The next two presentations focused on the border between the Habsburg Netherlands and the French kingdom. In a joint presentation, Yves Junot and Marie Kervyn discussed the military, economical and religious aspects of this border, stretching from Luxembourg to the coast. They pointed to the existence of fascinating a protection system formed by fortress-churches and underground hiding-places where the local communities sheltered during wartime. While towns were equipped with walls, it was in fact almost impossible to guarantee a global protection of het border in rural regions. Both historians also dealt with the difficulties that arose in a some parishes of the (Habsburg) Artois County which depended on the French bishop of Boulogne and the integration of foreigners in the communities along the border, a process that often seems to have been facilitated by the intervention of the local inhabitants. As such, Junot and Kervyn contended that there existed a key difference between the rural and the urban experience of the border.
Lastly, Alexander Soetaert discussed the development of a transregional book production in the ecclesiastical province of Cambrai, bordering France. During the sixteenth century, printers had faced difficulties to maintain profitable printing businesses there. In the first decades of the following century, however, a golden age of the book production came about. This was made possible by the relative decline of the Antwerp dominance of the book market in the Habsburg Netherlands, the influx of skilled labor from the Brabant metropolis and the financial support of local town governments in the Cambrai region. Yet, also the fact that printers in frontier towns such as Douai, Arras or Cambrai now took advantage of their presence at the border significantly contributed to the success. A considerable part of the production in these towns consisted of reprints (in a sense also counterfeits) of French books. This not only added to the profits of the local book world, but also facilitated the transfer of French and even Spanish and Italian innovations in Catholic literature. The very location of the Cambrai province made it into an intermediary zone in the transregional circulation of Catholic literature.
The last session dealt with Iberian borders. Sophie Verreyken researches Hispano-Flemish families in the seventeenth century Southern Netherlands, studying the borders of the Habsburg Empire mostly as an internal barrier. Throughout the centuries borders were frequently crossed by migrating families, and despite the physical dislocation, not all families successfully integrated or even planned a long-term stay ‘abroad’. Investigating the concept of a transregional marriage not only as a strategy of economic, political and religious integration but also one of dynastic loyalty, she illuminated how on the one hand the Habsburg dynasty tried to maintain an indirect grip on distant regions of the Habsburg Empire, while on the other local elites profited from closer ties to a distant monarch. In recounting the history of two dukes of Aarschot from the noble house of Arenberg, she demonstrated how the dynastic mixed marriages of this family functioned as an indirect strategy of loyalty on both sides of the relationship.

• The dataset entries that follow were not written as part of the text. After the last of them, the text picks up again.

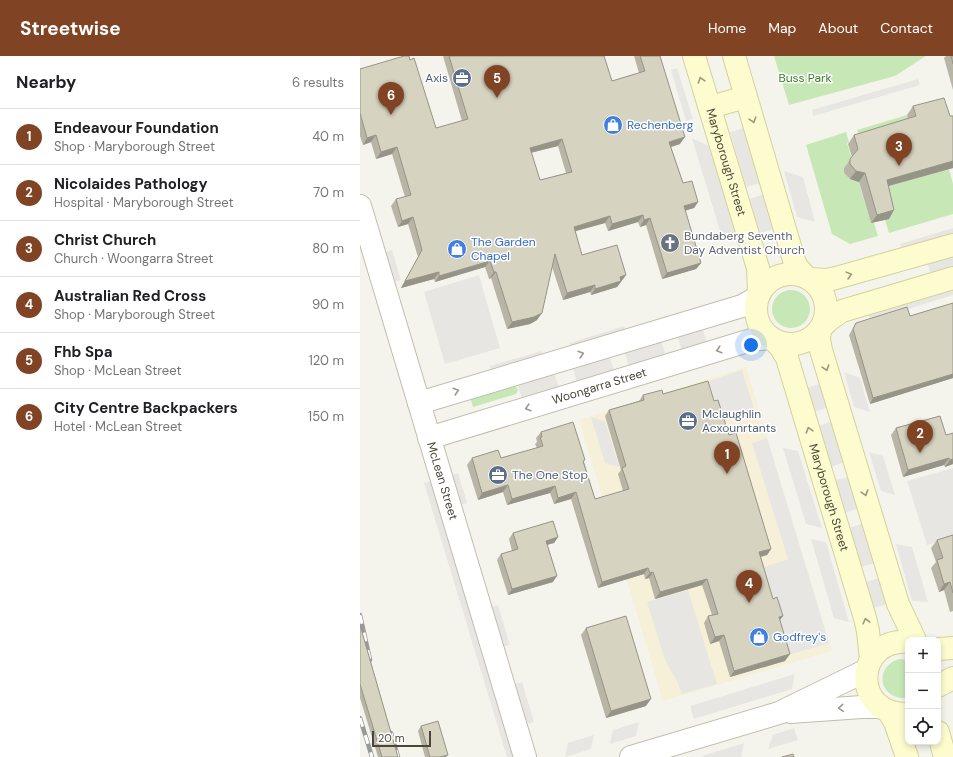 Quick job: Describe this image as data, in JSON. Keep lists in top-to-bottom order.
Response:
{
  "streets": {
    "street": ["Maryborough Street", "Woongarra Street", "McLean Street"]
  },
  "crossings": [
    ["Maryborough Street", "Woongarra Street"],
    ["Woongarra Street", "McLean Street"]
  ],
  "parks": ["Buss Park"],
  "places": {
    "office": ["Axis", "Mclaughlin Acxounrtants", "The One Stop"],
    "shop": ["Rechenberg", "The Garden Chapel", "Godfrey's"],
    "church": ["Bundaberg Seventh Day Adventist Church"]
  },
  "scale_bar": "20 m",
  "page": {
    "header": "Streetwise",
    "nav": [
      "Home",
      "Map",
      "About",
      "Contact"
    ],
    "heading": ["Nearby", "6 results"],
    "pins": [
      "5",
      "6",
      "3",
      "2",
      "1",
      "4"
    ],
    "list": [
      {
        "mark": "1",
        "name": "Endeavour Foundation",
        "note": "Shop · Maryborough Street",
        "value": "40 m"
      },
      {
        "mark": "2",
        "name": "Nicolaides Pathology",
        "note": "Hospital · Maryborough Street",
        "value": "70 m"
      },
      {
        "mark": "3",
        "name": "Christ Church",
        "note": "Church · Woongarra Street",
        "value": "80 m"
      },
      {
        "mark": "4",
        "name": "Australian Red Cross",
        "note": "Shop · Maryborough Street",
        "value": "90 m"
      },
      {
        "mark": "5",
        "name": "Fhb Spa",
        "note": "Shop · McLean Street",
        "value": "120 m"
      },
      {
        "mark": "6",
        "name": "City Centre Backpackers",
        "note": "Hotel · McLean Street",
        "value": "150 m"
      }
    ],
    "map_buttons": ["+", "−"],
    "scale": "20 m"
  }
}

As the closing presentation of the conference, Fernando Chavarría discussed how the current – still strongly nationalistic – debates about historical border formation focusing on Louis XIV’s foreign policy of a “politique de réunions” hardly take into account the tangible impact on border communities themselves. He illustrated this issue by presenting the case of the river Bidasoa separating France and Spain in the north-western Pyrenees. The region never enjoyed a high defensive priority from Louis XIV’s perspective, but was nevertheless subjected to brutal instances of violence – even from 1659 onwards – when the two towns on either side of the river clashed. The ensuing discussion raised interesting questions about the agency of rivers and mountains, neatly linking his case to the previous talks by Luca Scholz and others. Indeed, by again stressing the constructed nature of early modern barriers and boundaries, Chavarría’s presentation captured one of the core trope’s of the conference: that borders are, first and foremost, depended on man’s ideas and actions.